- _Extracted data_:
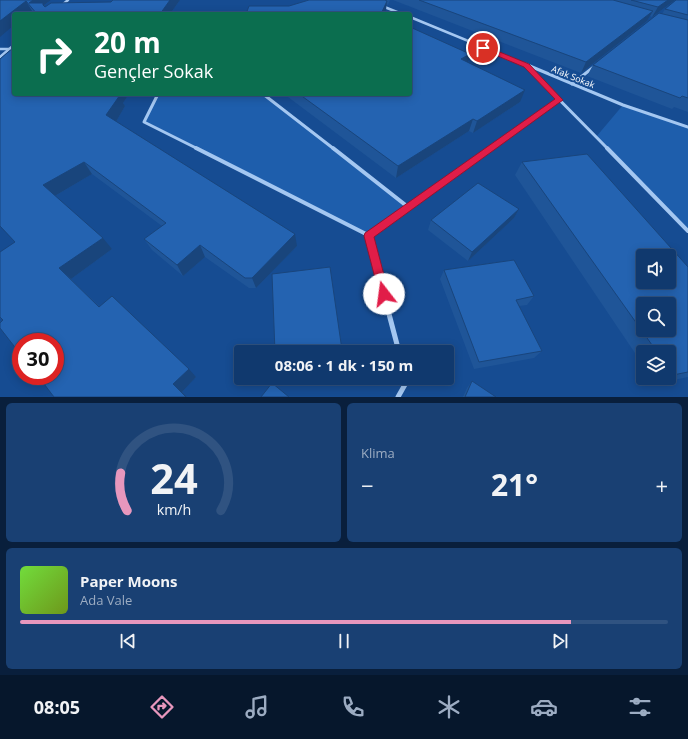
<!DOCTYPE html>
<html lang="tr">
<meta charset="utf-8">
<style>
body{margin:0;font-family:"Open Sans",sans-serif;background:#194073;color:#f1f3f6;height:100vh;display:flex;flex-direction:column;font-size:15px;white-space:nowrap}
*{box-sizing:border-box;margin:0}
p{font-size:13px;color:#9cacc2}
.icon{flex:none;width:22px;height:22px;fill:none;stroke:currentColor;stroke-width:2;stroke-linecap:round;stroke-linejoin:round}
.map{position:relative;height:397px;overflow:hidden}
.sheet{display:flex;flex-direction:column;gap:6px;padding:6px;background:#091f3c;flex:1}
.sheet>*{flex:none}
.top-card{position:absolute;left:12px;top:12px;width:400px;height:84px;border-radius:4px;box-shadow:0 2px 10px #0003,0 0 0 1px #305381;background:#0b6e4f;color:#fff;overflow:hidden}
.fabs{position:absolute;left:636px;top:249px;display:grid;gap:8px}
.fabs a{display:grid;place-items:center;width:40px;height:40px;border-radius:4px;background:#10396e;box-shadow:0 2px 10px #0003,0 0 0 1px #305381;font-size:20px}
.speed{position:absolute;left:12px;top:333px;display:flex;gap:8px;font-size:20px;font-weight:700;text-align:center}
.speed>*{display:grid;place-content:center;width:52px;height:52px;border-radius:50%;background:#10396e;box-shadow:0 2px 10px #0003,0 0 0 1px #305381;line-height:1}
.speed .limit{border:6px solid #d22;background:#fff;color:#111}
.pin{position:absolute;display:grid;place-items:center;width:34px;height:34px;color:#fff;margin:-17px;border:2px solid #fff;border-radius:50%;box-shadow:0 1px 4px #0007}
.me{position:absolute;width:44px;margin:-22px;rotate:345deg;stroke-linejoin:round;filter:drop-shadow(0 0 3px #0008)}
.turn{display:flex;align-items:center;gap:14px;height:84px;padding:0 16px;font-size:18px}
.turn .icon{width:52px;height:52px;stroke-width:2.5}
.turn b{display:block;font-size:28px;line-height:34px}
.big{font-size:30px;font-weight:700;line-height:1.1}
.sheet .tile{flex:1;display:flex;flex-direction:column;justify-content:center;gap:6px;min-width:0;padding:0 14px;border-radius:6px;background:#194073}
.sheet .dial{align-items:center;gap:0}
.dial svg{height:104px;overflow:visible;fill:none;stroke:#305381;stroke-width:7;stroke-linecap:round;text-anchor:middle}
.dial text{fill:#f1f3f6;stroke:none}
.song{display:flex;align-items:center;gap:12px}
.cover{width:48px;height:48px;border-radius:6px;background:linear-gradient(135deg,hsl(100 70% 55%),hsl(80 70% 35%))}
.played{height:4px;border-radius:2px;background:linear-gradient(90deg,#e797bd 85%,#305381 85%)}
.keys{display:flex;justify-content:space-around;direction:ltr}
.heat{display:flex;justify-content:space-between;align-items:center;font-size:22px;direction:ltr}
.sheet .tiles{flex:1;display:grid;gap:6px;grid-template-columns:1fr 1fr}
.tile:last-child{grid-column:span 2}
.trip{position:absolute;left:234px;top:345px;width:220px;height:40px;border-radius:4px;background:#10396e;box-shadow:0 2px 10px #0003,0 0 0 1px #305381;font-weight:700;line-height:40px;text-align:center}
.tab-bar{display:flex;height:64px;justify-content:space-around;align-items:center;background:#06172c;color:#9cacc2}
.tab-bar .icon{width:28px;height:28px}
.tab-bar .on{color:#e797bd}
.tab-bar b{font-size:18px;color:#f1f3f6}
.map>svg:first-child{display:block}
.green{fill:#1e5eac}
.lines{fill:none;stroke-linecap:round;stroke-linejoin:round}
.minor-far3{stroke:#a4c7f1;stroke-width:2.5}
.minor-far2{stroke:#a4c7f1;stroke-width:3}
.minor-far1{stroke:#a4c7f1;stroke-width:4}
.minor{stroke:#a4c7f1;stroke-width:5}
.wall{fill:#1f5598}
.shaded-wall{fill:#19457c}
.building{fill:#2463b1;stroke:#19457c;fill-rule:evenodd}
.route{fill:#e11d48;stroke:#92132f}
.labels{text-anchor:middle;stroke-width:4;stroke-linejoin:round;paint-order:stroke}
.far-street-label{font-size:9px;fill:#fff;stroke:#164c92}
</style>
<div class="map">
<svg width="688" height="397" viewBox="0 0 688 397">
<rect width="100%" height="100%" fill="#164c92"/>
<g class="green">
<path d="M158,94H263L408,207L368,235L144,122Z"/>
<path d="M623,105L688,127V231L596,137Z"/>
</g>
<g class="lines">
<g class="minor-far3">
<path d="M61,6L68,0"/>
<path d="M382,6L402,14"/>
<path d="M410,17L527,65"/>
<path d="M0,49H14"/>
<path d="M0,57L14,45"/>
</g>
<g class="minor-far2">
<path d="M525,64L623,105L688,127"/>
<path d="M528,68L608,149"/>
<path d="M572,84L595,66"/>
<path d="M158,94L144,122L198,149"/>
<path d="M263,94L334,149"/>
<path d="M489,149L559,100"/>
</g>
<g class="minor-far1">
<path d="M196,148L368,235"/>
<path d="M333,148L408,207"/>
<path d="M607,148L688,231"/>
<path d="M374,258L368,235L491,148"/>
</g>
<g class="minor">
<path d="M374,257L399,352"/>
<path d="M398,397L407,381L406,378"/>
</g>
</g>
<g class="wall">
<path d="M0,0H51L44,5L45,6L111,2L180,0L170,14H34L32,11Z"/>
<path d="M309,0H390L388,5L386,4V10L289,6Z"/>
<path d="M393,0H675L652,17L650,16L647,21L581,73Z"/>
<path d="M688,0V112L674,107L672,109L587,76L593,65L662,14L665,9Z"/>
<path d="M468,63L520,102L473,133L469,131L396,178L284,94H410Z"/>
<path d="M14,94H129L123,103L125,106L116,122L297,246L256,288H249L205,257L183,276L152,250L144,239L162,226L92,174L55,196L112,249L71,279L99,306L196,377L182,392L187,397H54L3,320L15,242Z"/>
<path d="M522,162L688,267V377L655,384L652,378H669V352H643V365L515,175Z"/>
<path d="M519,209L514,218L468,261L428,230L431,220Z"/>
<path d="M444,270L534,296L527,305L519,306L542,351L534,358L474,369L440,279Z"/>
<path d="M342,350V352H275Z"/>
<path d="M472,381L496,397H463L467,388Z"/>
</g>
<g class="shaded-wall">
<path d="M33,0H51L44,5L49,13L29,3Z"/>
<path d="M170,0H180L170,14H160Z"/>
<path d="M668,0H675L652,17L658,7Z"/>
<path d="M26,1L32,11L28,14H14V25L0,37V21Z"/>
<path d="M387,1L386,10L384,14H381Z"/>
<path d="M653,11L647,21L581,73L586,62Z"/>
<path d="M470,54L467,66L461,59Z"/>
<path d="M525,90L520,102L473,133L477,121Z"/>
<path d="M116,94H129L123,103L125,106L113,127L106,115Z"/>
<path d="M473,119L469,131L396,178L398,166Z"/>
<path d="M84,162L92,174L53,197L43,185Z"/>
<path d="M519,209L514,218L468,261L472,252Z"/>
<path d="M295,234L297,246L256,288L252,278Z"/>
<path d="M103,238L112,249L71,279L59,268Z"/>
<path d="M200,245L205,257L183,276L177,265Z"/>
<path d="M189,369L196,377L182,392L187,397H186L173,384Z"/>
</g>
<g class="building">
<path d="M0,0H33L29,3H43V5L45,7L51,3L111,2L113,0H170L160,14H37L26,1L0,21Z"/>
<path d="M309,0H385L387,1L381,14H246L249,6H289Z"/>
<path d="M419,0H613L653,11L586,62Z"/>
<path d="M631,0H668L658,7Z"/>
<path d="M676,0H688V15L665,9Z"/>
<path d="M659,13L688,20V98L682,96L680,98L593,65Z"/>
<path d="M410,27L470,54L461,59L525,90L477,121L473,119L398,166L299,94H410Z"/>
<path d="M14,47V94H116L115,95H120L106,115L295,234L252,278H245L200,245L177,265L144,239L166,223L84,162L43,185L103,238L59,268L99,307L112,296L189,369L173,384L186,397H54L38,376H55V342H21V355L0,328V323L3,320L0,317V252L15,242L0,226V59Z"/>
<path d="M587,154L688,267V372L673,375L669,369V352H657L522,162ZM643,256H669V282H643ZM643,304H669V330H643Z"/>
<path d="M478,183L519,209L472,252L431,220Z"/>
<path d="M514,260L534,296L516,300L542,351L479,362L444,270Z"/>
<path d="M330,267L342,350L330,352H275L272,274Z"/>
<path d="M472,381L496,397H465Z"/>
<path d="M272,383L289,397H261Z"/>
</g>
<path class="route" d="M481,46H485L529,64L563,100L374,237L389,294L388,297L384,299L380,297L364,236L365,233L555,99L524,67L481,49Z"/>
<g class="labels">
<g class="far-street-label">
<text transform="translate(573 77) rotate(22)" y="3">Afak Sokak</text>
</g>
</g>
</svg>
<div class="fabs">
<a><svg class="icon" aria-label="sound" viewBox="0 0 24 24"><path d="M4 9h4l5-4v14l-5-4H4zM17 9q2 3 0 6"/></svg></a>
<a><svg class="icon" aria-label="search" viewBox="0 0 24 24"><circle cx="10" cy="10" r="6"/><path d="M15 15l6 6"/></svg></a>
<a><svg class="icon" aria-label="layers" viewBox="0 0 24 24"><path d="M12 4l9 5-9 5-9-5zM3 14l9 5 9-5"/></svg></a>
</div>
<div class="speed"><div class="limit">30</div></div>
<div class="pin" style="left:483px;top:48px;background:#d93025"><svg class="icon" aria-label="arrive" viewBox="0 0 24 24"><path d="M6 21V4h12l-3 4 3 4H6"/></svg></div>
<svg class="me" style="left:384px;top:294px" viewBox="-20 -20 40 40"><circle r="19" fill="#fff"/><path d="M0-13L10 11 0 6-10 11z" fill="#e11d48"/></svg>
<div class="trip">08:06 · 1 dk · 150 m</div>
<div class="top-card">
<div class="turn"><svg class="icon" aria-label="right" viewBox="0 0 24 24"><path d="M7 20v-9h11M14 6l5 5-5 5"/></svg><div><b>20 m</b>Gençler Sokak</div></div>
</div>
</div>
<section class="sheet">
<div class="tiles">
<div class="tile dial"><svg viewBox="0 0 100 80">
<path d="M14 69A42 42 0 1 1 86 69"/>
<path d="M14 69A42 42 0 0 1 9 40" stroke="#e797bd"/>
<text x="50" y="56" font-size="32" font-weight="700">24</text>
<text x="50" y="72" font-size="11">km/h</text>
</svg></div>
<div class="tile"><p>Klima</p>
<div class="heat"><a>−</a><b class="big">21°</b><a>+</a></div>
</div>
<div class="tile">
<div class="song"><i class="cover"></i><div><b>Paper Moons</b><p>Ada Vale</p></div></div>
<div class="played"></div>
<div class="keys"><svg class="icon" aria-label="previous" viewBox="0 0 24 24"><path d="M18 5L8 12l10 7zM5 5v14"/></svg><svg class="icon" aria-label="pause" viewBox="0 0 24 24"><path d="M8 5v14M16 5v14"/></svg><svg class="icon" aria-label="next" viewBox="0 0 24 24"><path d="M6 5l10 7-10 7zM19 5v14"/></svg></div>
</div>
</div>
</section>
<nav class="tab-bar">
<b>08:05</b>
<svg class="icon on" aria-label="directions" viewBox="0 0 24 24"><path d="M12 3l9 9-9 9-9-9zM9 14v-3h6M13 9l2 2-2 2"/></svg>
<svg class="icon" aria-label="music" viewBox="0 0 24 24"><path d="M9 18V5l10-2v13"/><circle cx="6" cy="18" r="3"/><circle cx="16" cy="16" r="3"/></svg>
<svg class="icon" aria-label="phone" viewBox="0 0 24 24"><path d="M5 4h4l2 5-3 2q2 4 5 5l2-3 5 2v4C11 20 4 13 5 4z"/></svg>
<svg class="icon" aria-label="climate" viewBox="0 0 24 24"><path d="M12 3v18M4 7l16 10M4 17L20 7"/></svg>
<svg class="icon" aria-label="car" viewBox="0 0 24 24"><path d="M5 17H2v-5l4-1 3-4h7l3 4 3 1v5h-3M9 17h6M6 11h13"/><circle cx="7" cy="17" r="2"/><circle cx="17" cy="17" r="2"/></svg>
<svg class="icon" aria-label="filters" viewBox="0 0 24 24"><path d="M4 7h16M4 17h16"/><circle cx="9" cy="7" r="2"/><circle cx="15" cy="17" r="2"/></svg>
</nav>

- _Work required_:
Using the listing above, show every line that includes the string "lines".

- _Task response_:
.lines{fill:none;stroke-linecap:round;stroke-linejoin:round}
<g class="lines">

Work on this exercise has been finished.